The new law will also expand the list of people who could be charged with Class A1 misdemeanors for acts of simple assault (a Class 2 misdemeanor). Consider a man and a woman in a dating relationship, who have each been arrested for assaulting the other. Under current law, the man would be charged with assault on a female, a Class A1 misdemeanor, while the woman would be charged with simple assault. They both could be charged under the new law and punished at the same level for the similar acts. This application also extends to other similarly situated parties, including couples in same-sex relationships.

Why does the new law matter?

The most likely answer is that the General Assembly wanted to create an offense that would count for purposes of the federal gun disqualification. My colleague, Jeff Welty, blogged about this issue several years ago. To start, note that it is a federal crime under 18 U.S.C. 922(g)(9) for a person who has been convicted of a “misdemeanor crime of domestic violence” to possess a gun.

Vinson, the Fourth Circuit case.

In 2015, the Fourth Circuit ruled in United States v. Vinson, 805 F.3d 120 (4th Cir. 2015) that North Carolina misdemeanor assault convictions aren’t considered misdemeanor crimes of domestic violence within the meaning of the federal statute. The court ruled that a man with a previous North Carolina domestic violence conviction for assault on a female had not been convicted of a “misdemeanor crime of domestic violence.” The court reasoned that the phrase “use of physical force” in 18 U.S.C. 921(a)(33) means the intentional use of physical force. The court further reasoned that North Carolina allows assault convictions that can be based on “culpable negligence” rather than intent, and consequently North Carolina assault convictions do not require, “as an element,” the “use of physical force.”

More plainly stated, under Vinson, because North Carolina assault convictions don’t require intent as an element, they aren’t “misdemeanor crimes of domestic violence” and thus don’t count for purposes of the federal gun disqualification.

Voisine, the Supreme Court case.

In 2016, the United States Supreme Court decided Voisine v. United States, 579 U.S. 686 (2016). Voisine involved two defendants who had previous domestic violence assault convictions in Maine. Under Maine law, an assault may be committed by intentionally, knowingly, or recklessly causing injury to another. Each defendant subsequently possessed a firearm and was charged in federal court with violating 18 U.S.C. § 922(g)(9). Declining the opportunity to declare that any domestic violence assault conviction involving force qualifies as a misdemeanor crime of domestic violence, regardless of the specific mens rea required by the assault statute, the Court ruled more narrowly that reckless assaults may qualify as misdemeanor crimes of domestic violence. It also stated, in dicta, that the “use” of force is not limited to the intentional use of force.

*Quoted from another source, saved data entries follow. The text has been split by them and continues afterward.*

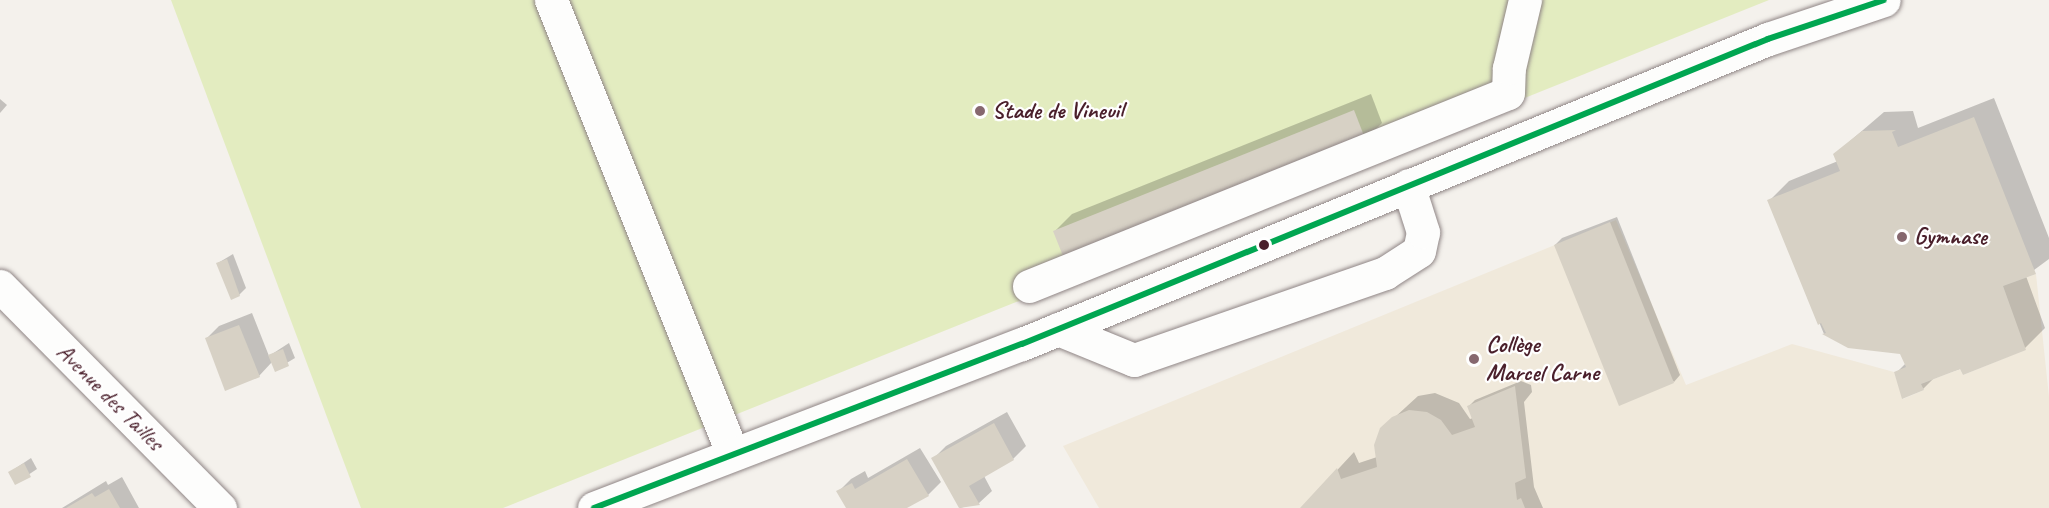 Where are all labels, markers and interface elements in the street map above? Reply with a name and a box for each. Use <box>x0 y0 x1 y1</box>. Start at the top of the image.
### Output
place label: Stade de Vineuil <box>992 97 1123 125</box>
marker: Stade de Vineuil <box>973 104 987 118</box>
place label: Gymnase <box>1914 223 1987 251</box>
marker: Gymnase <box>1895 230 1909 244</box>
unlabelled marker <box>1258 239 1270 251</box>
place label: Collège Marcel Carne <box>1486 331 1599 387</box>
street label: Avenue des Tailles <box>50 337 170 457</box>
marker: Collège Marcel Carne <box>1467 352 1481 366</box> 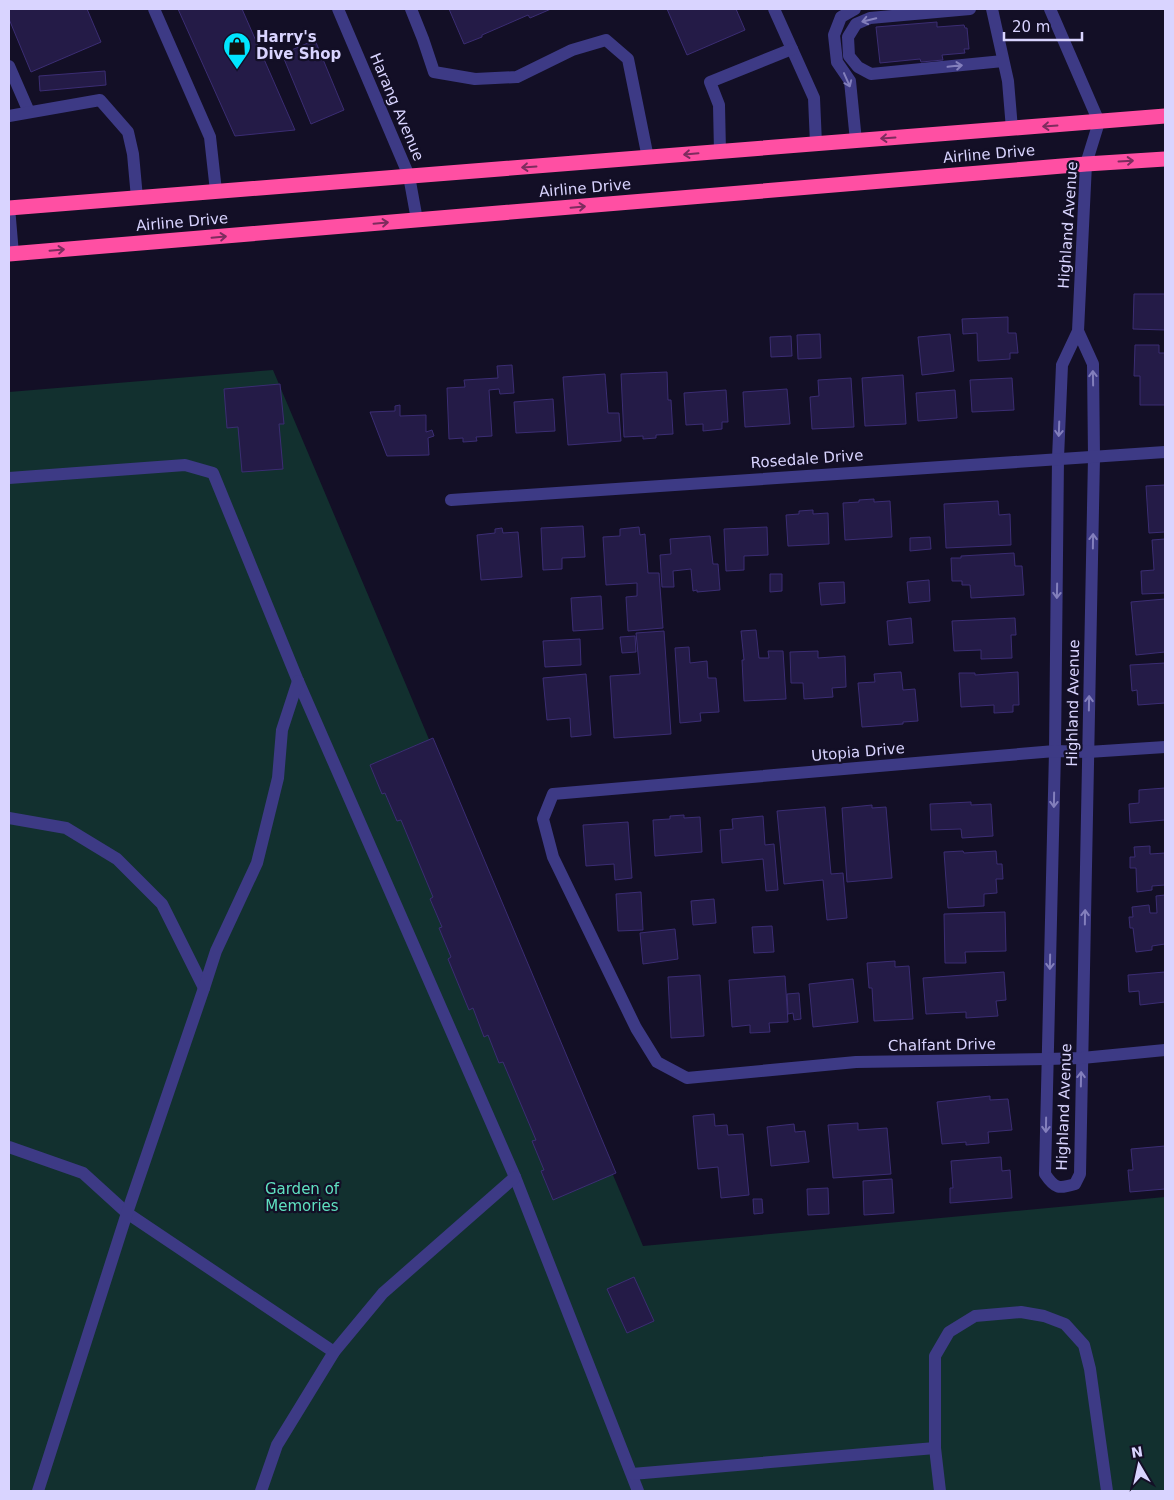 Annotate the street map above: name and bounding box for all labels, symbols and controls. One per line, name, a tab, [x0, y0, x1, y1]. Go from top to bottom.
scale bar	[1004, 10, 1082, 42]
one-way arrow	[862, 15, 878, 25]
text: 20 m	[1012, 18, 1050, 36]
place label: Harry's Dive Shop	[256, 28, 342, 63]
shop icon: Harry's Dive Shop	[222, 31, 252, 70]
street label: Harang Avenue	[366, 50, 428, 164]
one-way arrow	[947, 61, 963, 70]
one-way arrow	[843, 72, 853, 87]
one-way arrow	[1042, 121, 1058, 130]
one-way arrow	[880, 134, 896, 143]
street label: Airline Drive	[942, 141, 1036, 167]
one-way arrow	[684, 149, 700, 159]
one-way arrow	[1117, 157, 1133, 166]
street label: Highland Avenue	[1055, 161, 1081, 289]
one-way arrow	[521, 162, 537, 171]
street label: Airline Drive	[538, 175, 632, 201]
one-way arrow	[570, 202, 586, 211]
street label: Airline Drive	[135, 209, 229, 235]
one-way arrow	[373, 219, 389, 228]
one-way arrow	[211, 232, 227, 241]
one-way arrow	[49, 245, 65, 255]
one-way arrow	[1088, 370, 1098, 386]
one-way arrow	[1055, 420, 1064, 436]
street label: Rosedale Drive	[750, 446, 864, 472]
one-way arrow	[1088, 533, 1097, 549]
one-way arrow	[1052, 582, 1062, 599]
street label: Highland Avenue	[1063, 639, 1083, 767]
one-way arrow	[1084, 695, 1094, 712]
street label: Utopia Drive	[811, 739, 905, 765]
one-way arrow	[1049, 791, 1059, 807]
one-way arrow	[1080, 909, 1090, 925]
one-way arrow	[1045, 954, 1055, 970]
street label: Chalfant Drive	[888, 1035, 996, 1055]
street label: Highland Avenue	[1053, 1043, 1075, 1171]
one-way arrow	[1077, 1071, 1086, 1087]
one-way arrow	[1041, 1116, 1051, 1132]
park label: Garden of Memories	[265, 1180, 340, 1215]
north arrow	[1114, 1440, 1164, 1490]
text: N	[1130, 1443, 1144, 1461] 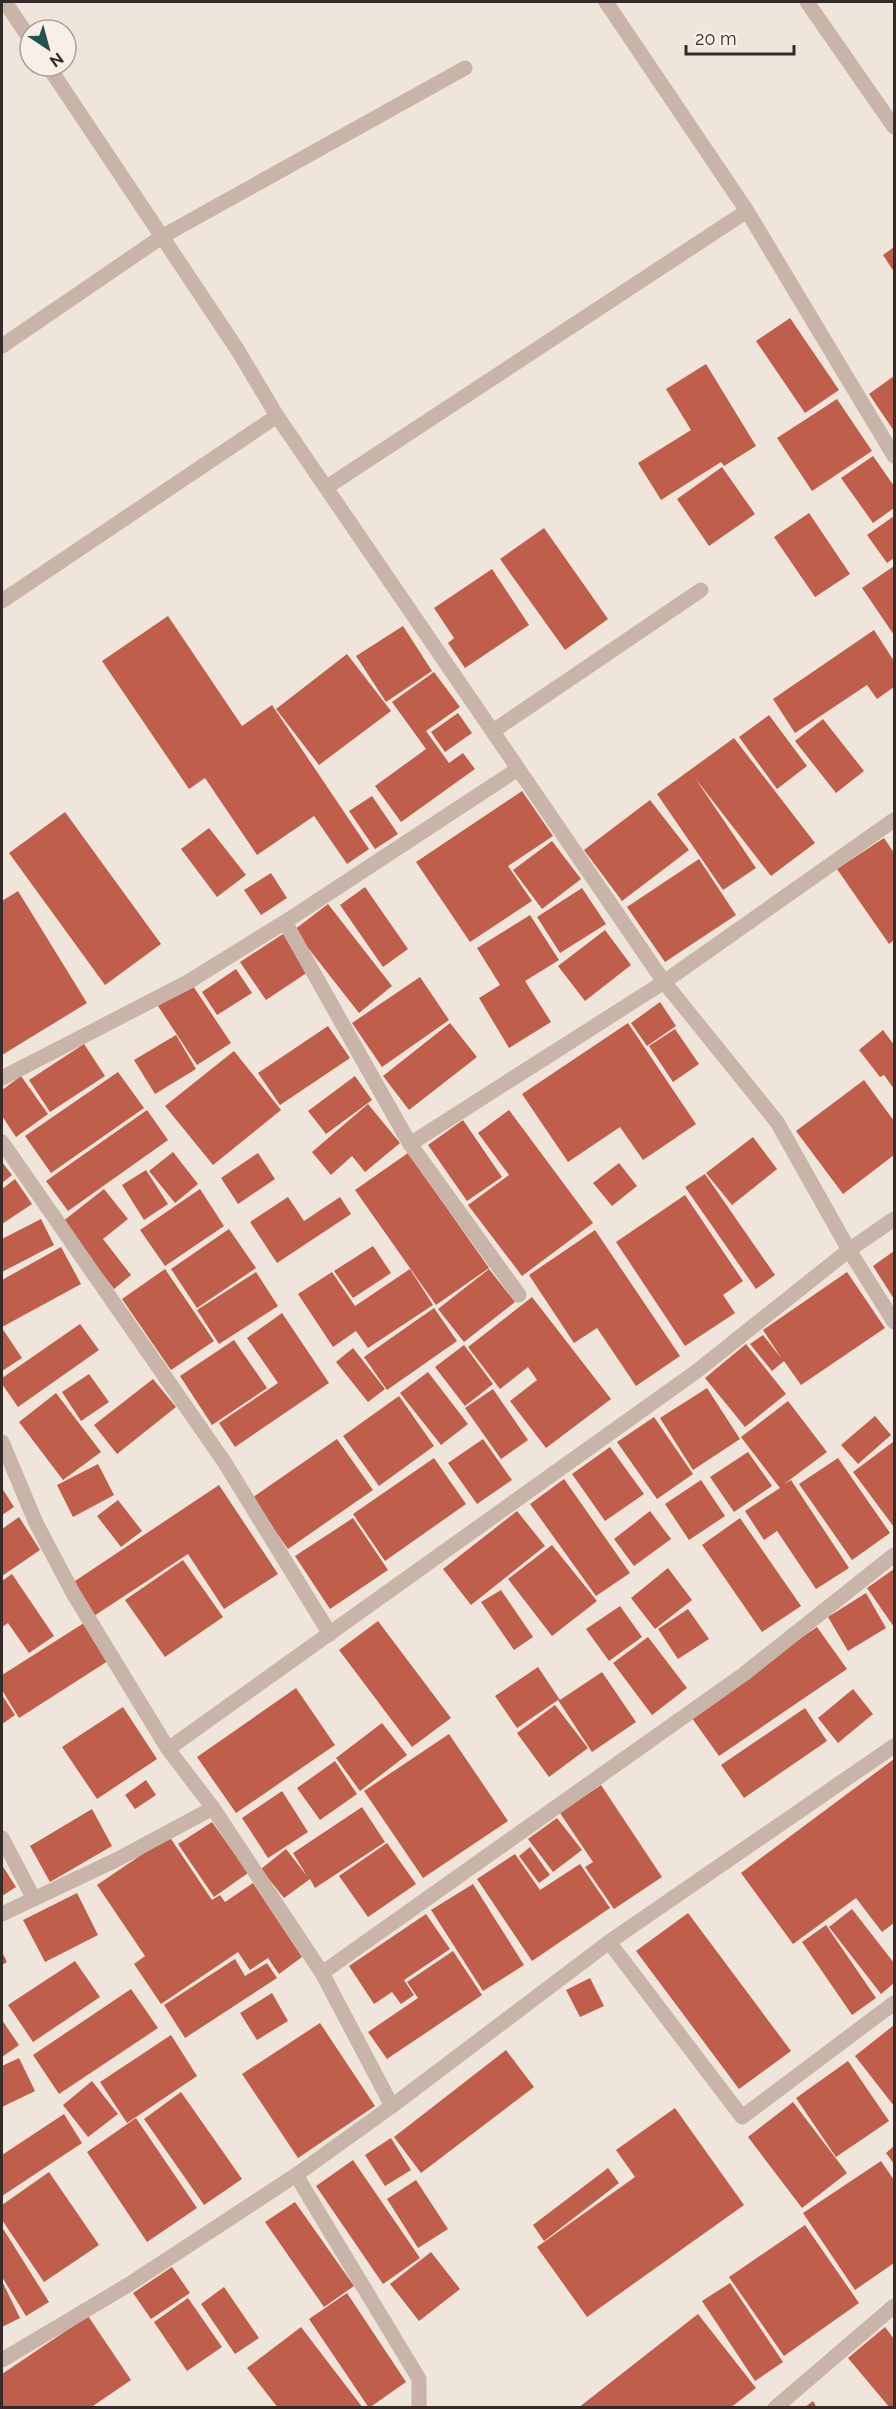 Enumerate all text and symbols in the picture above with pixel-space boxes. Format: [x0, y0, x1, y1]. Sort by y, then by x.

Even so, while Voisine may have cast some doubt on Vinson, it did not clearly overrule it. Thus, the Fourth Circuit’s ruling in Vinson remained and remains unbothered, meaning that North Carolina assault convictions don’t count for purposes of the federal gun disqualification.

How does the new law fit?

With the Vinson court’s ruling still intact, the new misdemeanor crime under G.S. 14-32.5 was written to closely track the language of the federal statute. Although the new offense doesn’t clearly state a mens rea, it will likely be interpreted to mean the intentional use of physical force as in Vinson and will presumably be the only North Carolina misdemeanor assault offense that would count for the federal gun disqualification under 18 U.S.C. 922(g)(9). My best guess is that once the new law takes effect on December 1, 2023, officers, magistrates, and prosecutors will begin charging this offense rather than the other misdemeanor assault offenses in domestic violence cases. Maybe then, it will be less questionable whether those defendants have lawful access to firearms after conviction.